**What you should do:** Every line of the listing that holds the word "canvas" should be returned.

▼

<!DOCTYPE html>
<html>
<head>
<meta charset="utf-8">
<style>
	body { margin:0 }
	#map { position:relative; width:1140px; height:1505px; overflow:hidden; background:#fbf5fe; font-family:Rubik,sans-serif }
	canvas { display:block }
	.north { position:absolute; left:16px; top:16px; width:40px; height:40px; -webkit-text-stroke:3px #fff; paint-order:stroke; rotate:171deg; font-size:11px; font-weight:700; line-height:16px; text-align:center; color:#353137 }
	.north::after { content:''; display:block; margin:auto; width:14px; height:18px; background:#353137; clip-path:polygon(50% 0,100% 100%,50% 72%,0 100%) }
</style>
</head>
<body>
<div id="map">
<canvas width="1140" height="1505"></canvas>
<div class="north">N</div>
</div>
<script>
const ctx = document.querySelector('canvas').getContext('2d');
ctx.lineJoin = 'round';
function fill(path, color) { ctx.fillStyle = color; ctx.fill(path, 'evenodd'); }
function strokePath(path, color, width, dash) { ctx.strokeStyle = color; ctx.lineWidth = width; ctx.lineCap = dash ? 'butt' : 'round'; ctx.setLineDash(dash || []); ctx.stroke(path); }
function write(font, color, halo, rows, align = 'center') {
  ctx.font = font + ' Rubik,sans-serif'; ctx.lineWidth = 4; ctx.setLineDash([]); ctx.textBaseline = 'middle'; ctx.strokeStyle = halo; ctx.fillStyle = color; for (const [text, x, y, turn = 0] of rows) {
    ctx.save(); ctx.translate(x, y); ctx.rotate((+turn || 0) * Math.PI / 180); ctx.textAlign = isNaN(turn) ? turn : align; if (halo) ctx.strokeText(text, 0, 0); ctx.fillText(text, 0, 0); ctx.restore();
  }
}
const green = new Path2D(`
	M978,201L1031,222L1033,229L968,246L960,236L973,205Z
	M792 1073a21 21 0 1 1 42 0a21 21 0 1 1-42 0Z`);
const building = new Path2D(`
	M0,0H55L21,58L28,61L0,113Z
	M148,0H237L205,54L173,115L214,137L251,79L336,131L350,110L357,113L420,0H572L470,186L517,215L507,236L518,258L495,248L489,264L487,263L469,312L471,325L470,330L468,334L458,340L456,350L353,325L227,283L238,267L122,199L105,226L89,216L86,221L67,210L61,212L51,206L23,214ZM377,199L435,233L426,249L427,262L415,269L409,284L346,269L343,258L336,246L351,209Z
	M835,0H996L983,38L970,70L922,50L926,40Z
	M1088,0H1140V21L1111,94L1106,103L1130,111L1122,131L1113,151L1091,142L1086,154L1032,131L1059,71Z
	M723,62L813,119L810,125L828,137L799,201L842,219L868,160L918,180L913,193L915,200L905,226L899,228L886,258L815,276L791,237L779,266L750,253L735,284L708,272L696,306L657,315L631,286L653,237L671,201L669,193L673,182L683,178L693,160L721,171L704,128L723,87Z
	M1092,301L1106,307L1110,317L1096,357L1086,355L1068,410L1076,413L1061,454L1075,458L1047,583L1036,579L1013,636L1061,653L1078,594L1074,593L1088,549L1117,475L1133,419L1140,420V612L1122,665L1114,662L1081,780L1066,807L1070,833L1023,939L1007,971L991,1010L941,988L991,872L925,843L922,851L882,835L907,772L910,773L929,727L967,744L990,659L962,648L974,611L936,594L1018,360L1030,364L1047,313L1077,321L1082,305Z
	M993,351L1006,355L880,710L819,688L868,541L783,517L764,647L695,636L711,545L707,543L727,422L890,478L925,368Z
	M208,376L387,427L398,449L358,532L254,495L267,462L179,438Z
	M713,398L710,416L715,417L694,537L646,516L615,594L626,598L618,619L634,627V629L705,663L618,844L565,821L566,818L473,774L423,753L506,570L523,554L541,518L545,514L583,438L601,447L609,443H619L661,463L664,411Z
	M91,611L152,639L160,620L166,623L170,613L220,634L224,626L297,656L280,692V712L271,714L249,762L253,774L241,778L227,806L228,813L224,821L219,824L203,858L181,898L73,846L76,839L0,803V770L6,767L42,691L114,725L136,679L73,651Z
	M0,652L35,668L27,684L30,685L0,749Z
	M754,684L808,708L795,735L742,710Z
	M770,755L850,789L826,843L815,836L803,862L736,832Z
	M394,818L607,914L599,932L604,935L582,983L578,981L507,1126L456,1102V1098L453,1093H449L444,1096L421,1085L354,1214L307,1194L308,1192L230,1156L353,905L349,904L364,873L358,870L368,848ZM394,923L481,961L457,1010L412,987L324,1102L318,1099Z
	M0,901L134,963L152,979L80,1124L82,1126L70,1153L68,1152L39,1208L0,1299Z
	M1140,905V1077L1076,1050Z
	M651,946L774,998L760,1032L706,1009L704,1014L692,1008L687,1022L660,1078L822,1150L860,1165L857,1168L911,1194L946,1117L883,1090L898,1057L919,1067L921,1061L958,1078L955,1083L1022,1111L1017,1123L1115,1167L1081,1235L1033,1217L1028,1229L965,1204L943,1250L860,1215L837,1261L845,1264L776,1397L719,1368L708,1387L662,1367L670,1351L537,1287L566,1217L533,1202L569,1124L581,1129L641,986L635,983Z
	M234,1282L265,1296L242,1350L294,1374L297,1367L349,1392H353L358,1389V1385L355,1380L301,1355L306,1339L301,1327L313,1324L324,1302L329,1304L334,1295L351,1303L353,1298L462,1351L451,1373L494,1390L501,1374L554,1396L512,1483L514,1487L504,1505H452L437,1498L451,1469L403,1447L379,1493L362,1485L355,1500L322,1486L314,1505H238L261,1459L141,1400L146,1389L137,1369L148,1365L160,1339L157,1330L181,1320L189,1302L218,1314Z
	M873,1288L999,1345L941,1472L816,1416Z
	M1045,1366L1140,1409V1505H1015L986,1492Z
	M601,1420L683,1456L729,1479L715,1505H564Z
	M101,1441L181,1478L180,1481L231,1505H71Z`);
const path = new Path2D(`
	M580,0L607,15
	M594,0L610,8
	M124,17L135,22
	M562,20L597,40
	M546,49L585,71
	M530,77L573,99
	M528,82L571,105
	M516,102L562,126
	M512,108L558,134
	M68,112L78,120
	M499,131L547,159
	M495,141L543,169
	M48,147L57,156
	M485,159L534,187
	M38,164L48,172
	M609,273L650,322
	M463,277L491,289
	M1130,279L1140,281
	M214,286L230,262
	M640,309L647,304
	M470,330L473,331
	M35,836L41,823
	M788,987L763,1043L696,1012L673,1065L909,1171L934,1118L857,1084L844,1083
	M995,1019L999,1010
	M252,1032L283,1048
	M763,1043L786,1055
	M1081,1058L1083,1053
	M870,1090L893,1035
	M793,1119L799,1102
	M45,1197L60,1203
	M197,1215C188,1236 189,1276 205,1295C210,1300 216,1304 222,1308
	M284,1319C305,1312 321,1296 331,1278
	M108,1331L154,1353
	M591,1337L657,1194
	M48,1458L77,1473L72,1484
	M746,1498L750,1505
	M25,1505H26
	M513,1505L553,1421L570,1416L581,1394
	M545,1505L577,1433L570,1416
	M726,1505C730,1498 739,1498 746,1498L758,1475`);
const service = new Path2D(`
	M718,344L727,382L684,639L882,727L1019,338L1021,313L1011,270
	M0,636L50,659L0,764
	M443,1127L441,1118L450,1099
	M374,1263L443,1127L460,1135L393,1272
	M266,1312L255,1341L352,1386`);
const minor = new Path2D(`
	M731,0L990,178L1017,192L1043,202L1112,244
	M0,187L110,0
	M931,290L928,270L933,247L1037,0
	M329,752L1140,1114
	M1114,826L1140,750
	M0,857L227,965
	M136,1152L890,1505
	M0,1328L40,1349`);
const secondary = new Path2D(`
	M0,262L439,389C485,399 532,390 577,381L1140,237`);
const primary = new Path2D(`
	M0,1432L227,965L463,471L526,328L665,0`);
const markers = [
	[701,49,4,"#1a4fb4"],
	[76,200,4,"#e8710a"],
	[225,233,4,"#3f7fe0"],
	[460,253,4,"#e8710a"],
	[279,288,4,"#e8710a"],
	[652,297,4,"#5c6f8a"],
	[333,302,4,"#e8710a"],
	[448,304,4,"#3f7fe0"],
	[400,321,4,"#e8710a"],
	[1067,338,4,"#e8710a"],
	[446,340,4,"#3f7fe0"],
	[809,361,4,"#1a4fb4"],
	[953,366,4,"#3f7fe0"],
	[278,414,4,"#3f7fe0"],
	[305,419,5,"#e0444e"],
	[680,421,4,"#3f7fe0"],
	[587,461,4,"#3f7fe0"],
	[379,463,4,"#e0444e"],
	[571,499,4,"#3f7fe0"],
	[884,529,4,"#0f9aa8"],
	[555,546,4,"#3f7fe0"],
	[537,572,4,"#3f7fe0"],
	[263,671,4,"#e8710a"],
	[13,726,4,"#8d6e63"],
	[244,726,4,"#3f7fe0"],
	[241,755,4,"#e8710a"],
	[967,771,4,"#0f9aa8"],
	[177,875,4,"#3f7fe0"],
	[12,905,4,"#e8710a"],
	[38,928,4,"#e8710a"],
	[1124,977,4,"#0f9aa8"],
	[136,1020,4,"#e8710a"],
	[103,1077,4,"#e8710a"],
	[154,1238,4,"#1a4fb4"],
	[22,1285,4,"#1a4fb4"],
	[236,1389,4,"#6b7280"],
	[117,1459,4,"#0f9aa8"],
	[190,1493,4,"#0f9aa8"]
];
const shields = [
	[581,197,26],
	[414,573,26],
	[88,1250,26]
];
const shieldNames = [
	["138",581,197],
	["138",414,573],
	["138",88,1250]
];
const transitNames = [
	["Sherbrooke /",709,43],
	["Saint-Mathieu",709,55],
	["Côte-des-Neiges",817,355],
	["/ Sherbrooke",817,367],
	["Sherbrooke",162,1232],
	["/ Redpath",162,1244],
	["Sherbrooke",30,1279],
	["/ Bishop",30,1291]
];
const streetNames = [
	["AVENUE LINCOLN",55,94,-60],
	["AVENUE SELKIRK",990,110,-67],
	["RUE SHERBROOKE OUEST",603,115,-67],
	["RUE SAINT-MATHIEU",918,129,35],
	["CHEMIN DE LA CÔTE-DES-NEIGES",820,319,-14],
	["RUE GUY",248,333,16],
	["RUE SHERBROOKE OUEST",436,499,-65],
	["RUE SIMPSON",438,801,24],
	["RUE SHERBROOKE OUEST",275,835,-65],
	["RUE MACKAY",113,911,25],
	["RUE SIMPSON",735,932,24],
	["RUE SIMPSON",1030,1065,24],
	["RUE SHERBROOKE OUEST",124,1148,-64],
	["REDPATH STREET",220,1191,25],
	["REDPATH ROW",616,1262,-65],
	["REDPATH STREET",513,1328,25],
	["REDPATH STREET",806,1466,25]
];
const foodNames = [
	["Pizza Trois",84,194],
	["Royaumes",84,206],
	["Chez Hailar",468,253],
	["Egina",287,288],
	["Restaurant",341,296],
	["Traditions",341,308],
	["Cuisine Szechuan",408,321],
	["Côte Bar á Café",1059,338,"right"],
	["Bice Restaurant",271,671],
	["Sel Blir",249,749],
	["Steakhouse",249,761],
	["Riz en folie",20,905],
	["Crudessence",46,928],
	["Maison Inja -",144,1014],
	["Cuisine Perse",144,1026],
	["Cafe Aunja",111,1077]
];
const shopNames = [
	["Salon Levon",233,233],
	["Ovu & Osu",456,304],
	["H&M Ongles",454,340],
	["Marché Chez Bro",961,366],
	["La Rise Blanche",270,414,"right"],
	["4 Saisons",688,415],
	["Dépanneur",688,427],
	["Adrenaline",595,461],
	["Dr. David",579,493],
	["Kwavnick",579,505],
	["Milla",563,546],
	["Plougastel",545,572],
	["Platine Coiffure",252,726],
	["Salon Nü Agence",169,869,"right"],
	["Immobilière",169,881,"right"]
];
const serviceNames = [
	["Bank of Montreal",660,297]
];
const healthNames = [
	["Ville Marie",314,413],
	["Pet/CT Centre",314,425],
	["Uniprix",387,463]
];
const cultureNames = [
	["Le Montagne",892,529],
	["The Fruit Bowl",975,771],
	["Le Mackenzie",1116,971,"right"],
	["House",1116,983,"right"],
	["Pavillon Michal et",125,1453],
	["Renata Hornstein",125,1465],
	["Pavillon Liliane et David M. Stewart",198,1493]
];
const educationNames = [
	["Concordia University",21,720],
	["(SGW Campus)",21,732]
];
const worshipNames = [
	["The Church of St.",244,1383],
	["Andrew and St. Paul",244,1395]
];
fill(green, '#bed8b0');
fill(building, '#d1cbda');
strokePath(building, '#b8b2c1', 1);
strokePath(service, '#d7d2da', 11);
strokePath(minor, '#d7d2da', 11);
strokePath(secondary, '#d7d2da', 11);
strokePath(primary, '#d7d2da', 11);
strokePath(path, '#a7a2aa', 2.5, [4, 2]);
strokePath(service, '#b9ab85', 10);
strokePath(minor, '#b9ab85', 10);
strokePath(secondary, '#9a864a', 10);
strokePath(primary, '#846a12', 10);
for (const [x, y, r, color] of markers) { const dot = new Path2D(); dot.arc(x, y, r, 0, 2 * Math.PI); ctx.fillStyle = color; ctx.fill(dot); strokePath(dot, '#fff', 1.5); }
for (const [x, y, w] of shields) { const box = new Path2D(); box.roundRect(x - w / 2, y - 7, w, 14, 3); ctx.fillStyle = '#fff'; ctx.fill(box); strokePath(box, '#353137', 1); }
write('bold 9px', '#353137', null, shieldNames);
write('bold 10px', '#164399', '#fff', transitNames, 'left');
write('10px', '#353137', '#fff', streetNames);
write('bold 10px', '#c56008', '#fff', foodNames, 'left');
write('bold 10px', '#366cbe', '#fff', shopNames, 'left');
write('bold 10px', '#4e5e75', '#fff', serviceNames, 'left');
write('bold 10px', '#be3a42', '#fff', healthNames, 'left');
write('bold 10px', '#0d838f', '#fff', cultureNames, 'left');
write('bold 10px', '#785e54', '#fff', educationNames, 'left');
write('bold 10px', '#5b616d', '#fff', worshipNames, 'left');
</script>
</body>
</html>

▲

**Response to the task:**
	canvas { display:block }
<canvas width="1140" height="1505"></canvas>
const ctx = document.querySelector('canvas').getContext('2d');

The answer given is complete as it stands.